6.3. First PCR with Anchor Primers

This step utilizes universal Anchor PCR primers to amplify the target CDR3 DNA fragments flanked with the universal Anchor 1 and Anchor 2 sequences generated during the previous Forward FR3 Gene-Specific Primer Extension step.

1. Prepare the Anchor PCR Master Mix as shown below for all samples and controls plus 5% extra volume of all components:
    
   

   Anchor PCR Master Mix Component	Volume per sample, µl
   PCR Buffer, 5X	10
   dNTP Mix	1
   Anchor Primer Mix, 10X	10
   Water	28.5
   DNA Polymerase	0.5
   Total	50

2. Gently vortex Master Mix and spin down briefly to collect droplets. Spin down the Forward GS Primer Extension plate, remove the seal, then add 50 μl of Anchor PCR Master Mix to each reaction well:
    
   

   Component	Volume per sample, µl
   Forward GS Primer Extension DNA (after primer removal step)	54
   Anchor PCR Master Mix (prepared above)	50
   Total	104

3. Mix content by pipetting three times. Seal the plate with new adhesive film and spin it to collect droplets.

*Note: Take the plate from the PCR-free room and perform all follow-up amplification, purification, and NGS steps in a location dedicated to PCR work. Do not bring amplified library products back to PCR-free room.

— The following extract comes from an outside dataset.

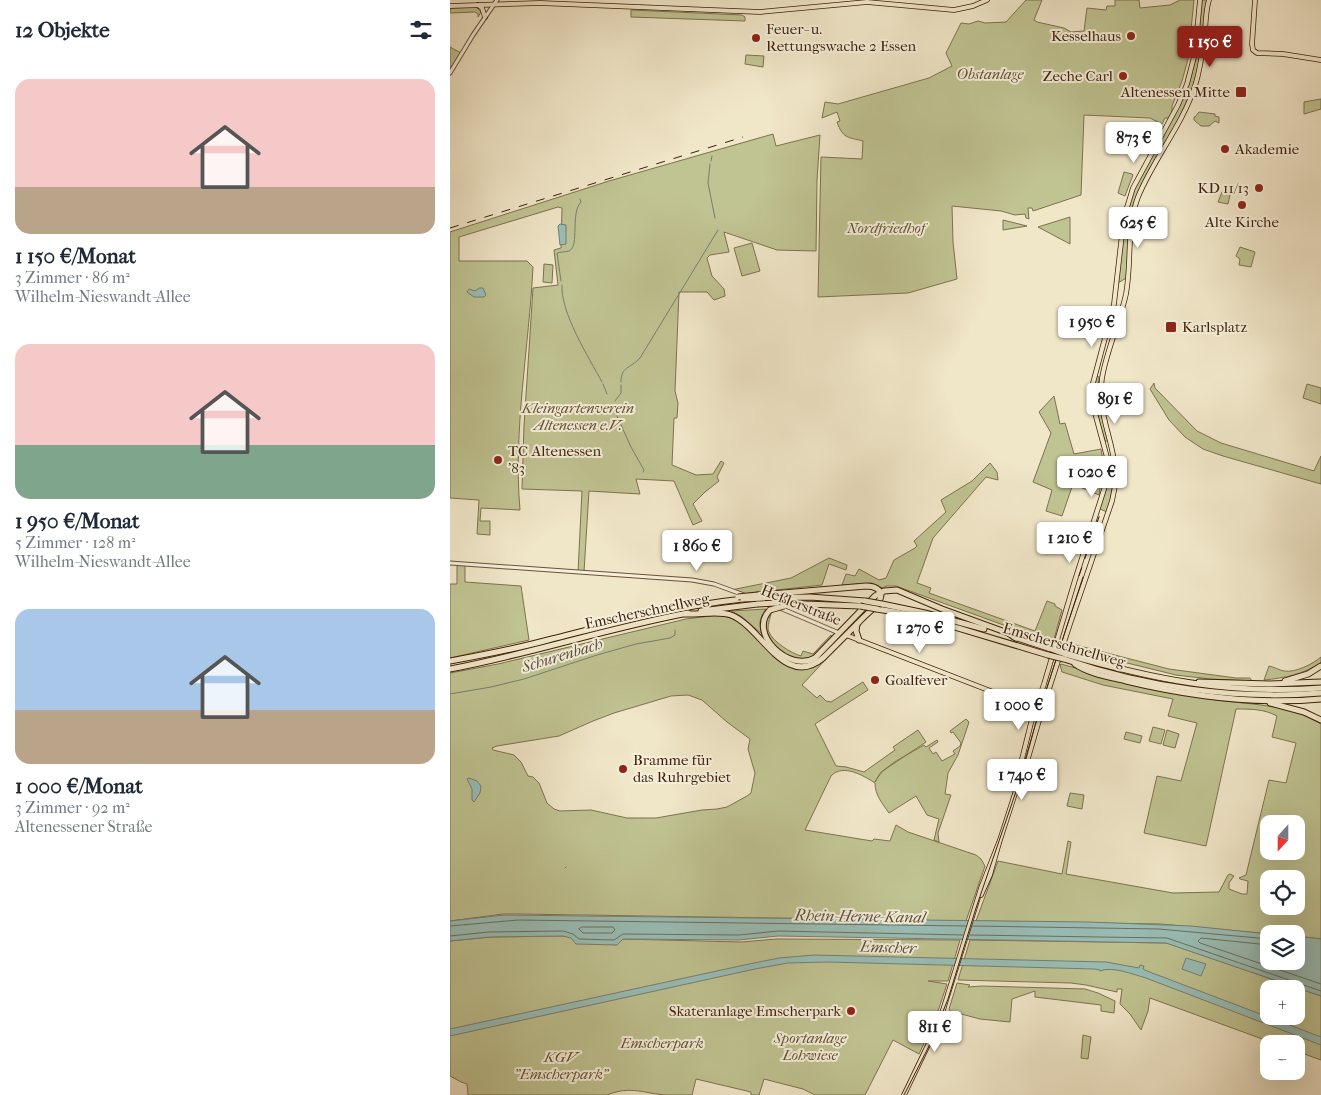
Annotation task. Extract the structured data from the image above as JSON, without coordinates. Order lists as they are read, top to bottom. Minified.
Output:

4. Load the plate in the thermal cycler in a location dedicated to PCR work. Run the following program using the recommended number* of PCR cycles:
    
   

   Temperature	Time	Cycles
   98°C	1 min	1
   98°C	20 sec	22-25* Note below
   65°C	10 sec
   72°C	30 sec
   72°C	30 sec	1
   4°C	∞	1

Note: To avoid over-cycling biases, we recommend starting with 22 PCR cycles for TCR or 25 PCR cycles for BCR assay for samples that contained 5 μg of DNA isolated from lymphocyte-rich samples (e.g., whole blood, PBMC, lymphoid tissues, sorted cells, and positive control PBMC DNA). For similar samples with less DNA amount, you need to add extra cycles (e.g., if using 0.5 ug DNA, do three extra cycles). For small DNA samples isolated from sorted cells (or in DirectCell protocol), we recommend starting from 25 cycles for 250 ng of DNA (or 50,000 sorted cells) and using proportionally more cycles for using less starting DNA amount. For most samples, we recommend not exceeding 28 cycles. For DNA samples with low content of immune cells, use 5-10 ug DNA and 28 PCR cycles. The recommended number of cycles, in many cases, needs to be optimized and adjusted based on specific cell types, quality of DNA, type of tissue sample, the content of T/B cells, etc.

*Stopping Point in procedure: PCR products may be stored at 4°C overnight.